SLA policies set the targets. Escalation rules decide what happens when those targets are missed. Misconfigured escalations either let breaches go silent or page the head of support every Saturday morning.
Where escalation lives
Admin, SLA Policies, edit a policy, scroll to “Escalation.” Escalation is configured per SLA target: first response, resolution, or both. You can stack multiple escalation levels with different recipients and time offsets.
The time offsets are relative to the SLA target, not the ticket creation time. “30 minutes before breach” fires 30 minutes before the SLA clock runs out, factoring in business hours.
Three-level pattern that works
Level 1, 30 minutes before breach: notify the assigned agent and their group lead. This is the chance to fix it without manager involvement.
Level 2, at breach: notify the group manager and reassign to a backup agent.
Level 3, 60 minutes after breach: notify the head of support and tag the ticket with escalated. This drives the after-action review.
Skip level 1 and you turn every escalation into a manager problem. Skip level 3 and breached tickets disappear from leadership visibility.
Severity-based rules
Build separate SLA policies per priority. Urgent tickets escalate at 15 minutes pre-breach with a phone call (via Twilio integration). Low priority tickets escalate at breach only, no off-hours notification.
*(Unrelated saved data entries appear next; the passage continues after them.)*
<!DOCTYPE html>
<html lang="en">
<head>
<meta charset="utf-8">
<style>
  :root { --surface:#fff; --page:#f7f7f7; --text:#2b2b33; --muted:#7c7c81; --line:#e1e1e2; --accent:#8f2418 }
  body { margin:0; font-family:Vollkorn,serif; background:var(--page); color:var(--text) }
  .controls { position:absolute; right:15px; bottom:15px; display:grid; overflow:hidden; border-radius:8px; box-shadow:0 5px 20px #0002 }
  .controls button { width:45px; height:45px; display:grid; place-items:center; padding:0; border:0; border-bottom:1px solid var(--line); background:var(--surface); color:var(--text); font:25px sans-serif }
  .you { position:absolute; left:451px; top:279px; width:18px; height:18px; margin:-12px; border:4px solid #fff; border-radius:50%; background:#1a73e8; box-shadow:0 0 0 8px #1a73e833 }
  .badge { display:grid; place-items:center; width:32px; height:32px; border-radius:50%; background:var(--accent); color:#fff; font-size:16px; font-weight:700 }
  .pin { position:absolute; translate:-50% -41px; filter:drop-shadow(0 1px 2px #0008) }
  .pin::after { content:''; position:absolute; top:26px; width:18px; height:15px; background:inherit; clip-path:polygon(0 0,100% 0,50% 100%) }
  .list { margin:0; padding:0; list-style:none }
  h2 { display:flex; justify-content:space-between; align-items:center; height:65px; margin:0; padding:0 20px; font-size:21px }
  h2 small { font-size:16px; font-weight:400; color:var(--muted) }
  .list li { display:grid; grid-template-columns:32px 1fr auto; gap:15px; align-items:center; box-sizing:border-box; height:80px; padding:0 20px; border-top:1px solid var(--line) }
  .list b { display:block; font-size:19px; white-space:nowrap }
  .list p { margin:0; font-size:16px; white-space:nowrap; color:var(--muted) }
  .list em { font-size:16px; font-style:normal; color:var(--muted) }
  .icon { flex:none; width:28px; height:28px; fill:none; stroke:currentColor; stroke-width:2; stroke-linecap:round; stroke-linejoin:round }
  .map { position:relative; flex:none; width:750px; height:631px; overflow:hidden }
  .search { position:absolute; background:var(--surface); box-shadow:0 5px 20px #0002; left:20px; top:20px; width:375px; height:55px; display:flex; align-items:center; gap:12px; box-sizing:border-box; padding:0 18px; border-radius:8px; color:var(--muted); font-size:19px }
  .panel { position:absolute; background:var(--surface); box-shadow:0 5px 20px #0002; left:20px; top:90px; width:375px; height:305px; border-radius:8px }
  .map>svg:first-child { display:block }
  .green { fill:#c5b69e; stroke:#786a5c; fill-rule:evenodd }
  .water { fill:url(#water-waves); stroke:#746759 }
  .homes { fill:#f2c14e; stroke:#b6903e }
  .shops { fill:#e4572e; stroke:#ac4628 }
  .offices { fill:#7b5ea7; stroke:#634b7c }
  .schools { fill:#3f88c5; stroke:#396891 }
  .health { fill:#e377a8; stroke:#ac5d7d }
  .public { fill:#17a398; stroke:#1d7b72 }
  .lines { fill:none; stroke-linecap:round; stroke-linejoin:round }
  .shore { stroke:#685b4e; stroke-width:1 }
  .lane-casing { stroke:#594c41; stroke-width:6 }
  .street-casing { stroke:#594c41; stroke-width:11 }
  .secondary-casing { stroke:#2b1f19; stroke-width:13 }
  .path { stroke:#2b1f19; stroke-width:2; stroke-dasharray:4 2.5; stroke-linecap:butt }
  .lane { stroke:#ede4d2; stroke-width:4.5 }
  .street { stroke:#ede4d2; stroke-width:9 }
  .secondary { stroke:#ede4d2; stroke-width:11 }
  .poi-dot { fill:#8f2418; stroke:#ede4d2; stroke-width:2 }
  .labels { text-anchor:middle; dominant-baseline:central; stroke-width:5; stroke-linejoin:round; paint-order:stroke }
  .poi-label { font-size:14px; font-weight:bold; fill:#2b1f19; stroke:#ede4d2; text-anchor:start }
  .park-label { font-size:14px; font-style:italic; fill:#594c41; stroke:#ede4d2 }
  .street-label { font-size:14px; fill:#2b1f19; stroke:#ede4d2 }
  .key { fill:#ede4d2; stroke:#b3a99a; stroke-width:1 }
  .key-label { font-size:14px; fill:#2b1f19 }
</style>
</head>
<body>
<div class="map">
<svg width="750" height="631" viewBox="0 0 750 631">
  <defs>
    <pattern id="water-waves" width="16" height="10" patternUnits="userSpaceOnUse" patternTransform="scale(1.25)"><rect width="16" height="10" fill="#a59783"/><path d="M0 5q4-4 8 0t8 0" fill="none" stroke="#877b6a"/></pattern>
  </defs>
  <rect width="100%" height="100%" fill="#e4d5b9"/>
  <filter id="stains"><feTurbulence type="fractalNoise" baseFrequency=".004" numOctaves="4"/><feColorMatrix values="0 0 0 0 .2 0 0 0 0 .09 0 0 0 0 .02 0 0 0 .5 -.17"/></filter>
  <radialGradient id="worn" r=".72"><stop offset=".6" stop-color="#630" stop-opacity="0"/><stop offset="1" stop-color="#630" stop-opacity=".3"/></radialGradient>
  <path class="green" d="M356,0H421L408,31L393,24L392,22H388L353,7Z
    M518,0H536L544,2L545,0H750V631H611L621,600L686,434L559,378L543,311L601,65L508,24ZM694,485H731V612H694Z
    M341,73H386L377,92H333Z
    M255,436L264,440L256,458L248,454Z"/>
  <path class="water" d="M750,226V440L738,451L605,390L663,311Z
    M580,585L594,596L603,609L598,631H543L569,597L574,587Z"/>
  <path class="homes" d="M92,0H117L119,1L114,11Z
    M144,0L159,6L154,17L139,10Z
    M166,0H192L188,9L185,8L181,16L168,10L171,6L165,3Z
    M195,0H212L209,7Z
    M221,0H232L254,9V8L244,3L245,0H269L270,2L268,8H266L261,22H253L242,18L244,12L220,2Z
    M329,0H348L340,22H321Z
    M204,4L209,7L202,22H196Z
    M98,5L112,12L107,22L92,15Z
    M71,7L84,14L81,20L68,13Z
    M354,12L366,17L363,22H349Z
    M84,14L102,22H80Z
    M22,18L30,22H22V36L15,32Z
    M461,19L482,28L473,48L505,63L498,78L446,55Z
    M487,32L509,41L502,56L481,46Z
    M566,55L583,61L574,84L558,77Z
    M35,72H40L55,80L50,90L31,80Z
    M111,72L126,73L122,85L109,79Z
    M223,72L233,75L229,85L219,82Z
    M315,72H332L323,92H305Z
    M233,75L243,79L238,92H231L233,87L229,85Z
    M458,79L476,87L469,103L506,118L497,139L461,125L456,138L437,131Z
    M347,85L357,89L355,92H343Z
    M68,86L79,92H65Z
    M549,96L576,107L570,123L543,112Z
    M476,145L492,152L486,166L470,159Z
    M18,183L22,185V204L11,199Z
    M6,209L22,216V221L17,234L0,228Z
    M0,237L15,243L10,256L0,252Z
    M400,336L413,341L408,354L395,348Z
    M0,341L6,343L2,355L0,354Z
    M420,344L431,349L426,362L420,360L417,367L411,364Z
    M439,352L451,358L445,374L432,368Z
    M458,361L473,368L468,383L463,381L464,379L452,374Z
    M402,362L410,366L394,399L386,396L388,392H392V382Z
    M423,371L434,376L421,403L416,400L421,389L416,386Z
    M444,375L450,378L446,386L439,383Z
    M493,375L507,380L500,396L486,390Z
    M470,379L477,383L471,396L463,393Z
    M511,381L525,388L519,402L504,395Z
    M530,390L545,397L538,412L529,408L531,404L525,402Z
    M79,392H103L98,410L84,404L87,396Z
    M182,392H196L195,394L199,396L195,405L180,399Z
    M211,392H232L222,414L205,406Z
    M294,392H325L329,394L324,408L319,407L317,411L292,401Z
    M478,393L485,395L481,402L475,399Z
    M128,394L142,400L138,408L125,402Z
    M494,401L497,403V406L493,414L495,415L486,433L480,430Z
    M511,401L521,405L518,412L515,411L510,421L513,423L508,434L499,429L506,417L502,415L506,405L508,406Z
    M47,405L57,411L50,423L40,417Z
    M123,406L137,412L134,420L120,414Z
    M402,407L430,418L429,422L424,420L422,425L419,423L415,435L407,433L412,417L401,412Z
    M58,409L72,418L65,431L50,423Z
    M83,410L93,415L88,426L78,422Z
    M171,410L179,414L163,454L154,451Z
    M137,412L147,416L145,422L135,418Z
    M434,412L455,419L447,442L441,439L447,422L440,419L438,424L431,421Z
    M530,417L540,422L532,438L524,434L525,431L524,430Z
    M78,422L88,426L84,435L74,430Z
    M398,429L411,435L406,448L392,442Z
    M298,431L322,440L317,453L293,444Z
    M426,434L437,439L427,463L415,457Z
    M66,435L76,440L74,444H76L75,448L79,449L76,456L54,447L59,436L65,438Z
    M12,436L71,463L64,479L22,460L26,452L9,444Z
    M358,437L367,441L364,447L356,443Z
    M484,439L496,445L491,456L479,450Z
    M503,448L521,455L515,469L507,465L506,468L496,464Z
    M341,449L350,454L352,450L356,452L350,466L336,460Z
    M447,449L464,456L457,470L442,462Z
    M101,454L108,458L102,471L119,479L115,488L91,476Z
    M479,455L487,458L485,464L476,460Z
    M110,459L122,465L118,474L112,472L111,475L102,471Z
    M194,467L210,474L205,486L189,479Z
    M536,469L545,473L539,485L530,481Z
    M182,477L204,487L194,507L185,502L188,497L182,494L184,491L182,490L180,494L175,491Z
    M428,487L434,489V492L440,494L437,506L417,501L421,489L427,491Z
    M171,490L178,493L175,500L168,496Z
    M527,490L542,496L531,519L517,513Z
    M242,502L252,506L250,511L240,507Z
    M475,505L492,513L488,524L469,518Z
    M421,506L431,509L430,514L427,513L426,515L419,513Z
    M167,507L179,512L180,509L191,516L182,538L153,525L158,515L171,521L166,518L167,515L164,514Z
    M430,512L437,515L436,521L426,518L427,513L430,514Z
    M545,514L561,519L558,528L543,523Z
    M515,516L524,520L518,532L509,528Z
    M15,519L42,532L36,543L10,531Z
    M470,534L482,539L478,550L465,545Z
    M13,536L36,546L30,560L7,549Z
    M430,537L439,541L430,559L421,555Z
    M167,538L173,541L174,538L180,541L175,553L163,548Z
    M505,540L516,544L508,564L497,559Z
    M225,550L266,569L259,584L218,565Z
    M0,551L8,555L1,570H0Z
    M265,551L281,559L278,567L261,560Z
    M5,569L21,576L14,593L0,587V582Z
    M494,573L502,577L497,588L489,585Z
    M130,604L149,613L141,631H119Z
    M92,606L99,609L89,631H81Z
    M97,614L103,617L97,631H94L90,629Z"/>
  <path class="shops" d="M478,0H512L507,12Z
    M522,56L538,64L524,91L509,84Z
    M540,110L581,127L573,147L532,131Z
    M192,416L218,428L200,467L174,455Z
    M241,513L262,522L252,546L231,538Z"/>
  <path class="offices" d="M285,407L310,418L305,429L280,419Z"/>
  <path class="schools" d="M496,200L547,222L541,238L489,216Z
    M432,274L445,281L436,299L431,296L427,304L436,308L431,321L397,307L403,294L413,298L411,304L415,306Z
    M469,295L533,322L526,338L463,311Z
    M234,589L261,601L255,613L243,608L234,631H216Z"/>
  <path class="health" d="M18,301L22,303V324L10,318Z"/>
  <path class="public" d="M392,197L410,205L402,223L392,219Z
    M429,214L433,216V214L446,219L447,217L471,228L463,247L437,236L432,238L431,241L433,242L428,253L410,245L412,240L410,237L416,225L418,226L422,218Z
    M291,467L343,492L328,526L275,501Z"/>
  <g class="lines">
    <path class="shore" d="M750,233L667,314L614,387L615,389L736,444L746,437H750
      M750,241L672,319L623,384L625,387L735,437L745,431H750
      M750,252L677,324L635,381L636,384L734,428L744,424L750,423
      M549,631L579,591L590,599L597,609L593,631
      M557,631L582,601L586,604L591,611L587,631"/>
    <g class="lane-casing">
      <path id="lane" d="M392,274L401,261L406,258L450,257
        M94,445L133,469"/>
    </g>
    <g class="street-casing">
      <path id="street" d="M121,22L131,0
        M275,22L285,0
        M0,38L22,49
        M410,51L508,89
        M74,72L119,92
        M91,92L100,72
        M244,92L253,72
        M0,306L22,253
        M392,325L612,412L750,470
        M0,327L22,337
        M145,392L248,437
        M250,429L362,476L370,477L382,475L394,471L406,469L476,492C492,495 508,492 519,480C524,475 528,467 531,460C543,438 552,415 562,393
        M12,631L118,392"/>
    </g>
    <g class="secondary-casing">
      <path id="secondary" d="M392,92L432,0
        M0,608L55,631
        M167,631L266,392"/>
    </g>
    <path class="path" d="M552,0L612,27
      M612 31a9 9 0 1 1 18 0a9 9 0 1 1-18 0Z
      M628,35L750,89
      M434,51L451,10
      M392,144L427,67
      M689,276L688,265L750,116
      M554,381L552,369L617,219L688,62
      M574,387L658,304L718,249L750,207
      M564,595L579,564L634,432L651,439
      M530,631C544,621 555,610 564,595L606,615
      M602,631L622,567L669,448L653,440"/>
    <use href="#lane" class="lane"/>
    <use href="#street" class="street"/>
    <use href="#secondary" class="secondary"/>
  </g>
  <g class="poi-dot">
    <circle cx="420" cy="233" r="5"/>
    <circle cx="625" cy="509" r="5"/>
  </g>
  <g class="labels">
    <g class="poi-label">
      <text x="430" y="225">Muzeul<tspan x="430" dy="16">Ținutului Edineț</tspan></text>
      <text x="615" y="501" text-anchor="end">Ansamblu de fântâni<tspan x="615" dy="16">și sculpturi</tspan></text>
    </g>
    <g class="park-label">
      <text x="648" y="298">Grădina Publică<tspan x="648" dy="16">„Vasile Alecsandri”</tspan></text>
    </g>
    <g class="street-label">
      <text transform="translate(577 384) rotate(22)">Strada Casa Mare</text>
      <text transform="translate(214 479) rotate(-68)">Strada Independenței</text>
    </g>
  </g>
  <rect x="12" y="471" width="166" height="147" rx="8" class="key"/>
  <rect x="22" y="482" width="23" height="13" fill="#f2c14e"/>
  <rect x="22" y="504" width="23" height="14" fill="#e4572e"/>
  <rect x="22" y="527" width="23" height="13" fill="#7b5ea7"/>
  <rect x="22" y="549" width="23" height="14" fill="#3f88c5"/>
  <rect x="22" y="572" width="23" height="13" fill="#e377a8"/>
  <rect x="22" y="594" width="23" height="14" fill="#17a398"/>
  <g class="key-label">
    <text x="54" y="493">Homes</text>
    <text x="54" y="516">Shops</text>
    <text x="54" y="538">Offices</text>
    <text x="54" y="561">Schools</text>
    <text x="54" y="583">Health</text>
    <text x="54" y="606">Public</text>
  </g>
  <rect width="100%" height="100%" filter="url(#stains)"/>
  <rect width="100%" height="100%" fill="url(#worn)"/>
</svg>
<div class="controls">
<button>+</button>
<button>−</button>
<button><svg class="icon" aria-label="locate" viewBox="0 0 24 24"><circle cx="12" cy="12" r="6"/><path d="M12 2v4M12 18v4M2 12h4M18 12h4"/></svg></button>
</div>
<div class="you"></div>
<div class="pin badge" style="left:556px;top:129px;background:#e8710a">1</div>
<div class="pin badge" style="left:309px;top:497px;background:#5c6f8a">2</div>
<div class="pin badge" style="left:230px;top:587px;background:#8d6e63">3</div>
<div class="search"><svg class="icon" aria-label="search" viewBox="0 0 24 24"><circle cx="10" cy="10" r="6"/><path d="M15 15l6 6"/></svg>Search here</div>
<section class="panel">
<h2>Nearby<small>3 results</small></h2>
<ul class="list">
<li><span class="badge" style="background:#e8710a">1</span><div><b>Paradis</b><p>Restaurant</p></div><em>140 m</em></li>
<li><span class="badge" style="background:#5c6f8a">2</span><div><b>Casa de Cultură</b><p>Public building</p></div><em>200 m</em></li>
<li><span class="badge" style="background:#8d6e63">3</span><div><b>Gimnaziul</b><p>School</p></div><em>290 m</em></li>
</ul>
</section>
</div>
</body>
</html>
The match rule for urgent SLA: priority is Urgent AND source is Email or API. Phone-channel urgent goes to a different SLA with a five-minute first-response target and an immediate page.
Quiet hours and on-call
Escalation respects business hours by default. If your SLA is 24x7, configure an on-call schedule using a third-party (PagerDuty, Opsgenie) and route the escalation webhook to them. Native Freshdesk on-call rotation is limited to round-robin between named agents, which does not handle weekly rotations cleanly.
For business-hours-only SLAs, escalation pauses outside business hours. A ticket that breaches at 6pm Friday escalates at 9am Monday, not over the weekend. Confirm this matches the customer’s expectation before launch.
Notification fatigue
If three agents and two managers all get every escalation email, the channel becomes noise. Use Slack/Teams routing instead of email for level 1 and 2. Reserve email for level 3 where the audit trail matters.
Tag escalated tickets visibly on the ticket list view with a colored label so agents can prioritize without opening each ticket.
Avoiding loops
Reassigning a ticket on escalation can restart the SLA clock if your SLA policy uses “Time since last assignment” as the trigger. Use “Time since ticket creation” or “Time since first agent assignment” to keep the clock continuous.
Reporting on escalations
Build a weekly report: count of tickets escalated by level, by group, by category. A spike in level 3 escalations signals either a staffing gap or a process failure upstream. Treat the trend, not the individual ticket.
What to do this week
Audit your highest-priority SLA policy. Confirm it has a level 1 escalation 30 minutes pre-breach. If it does not, add one and watch breach rate drop within two weeks.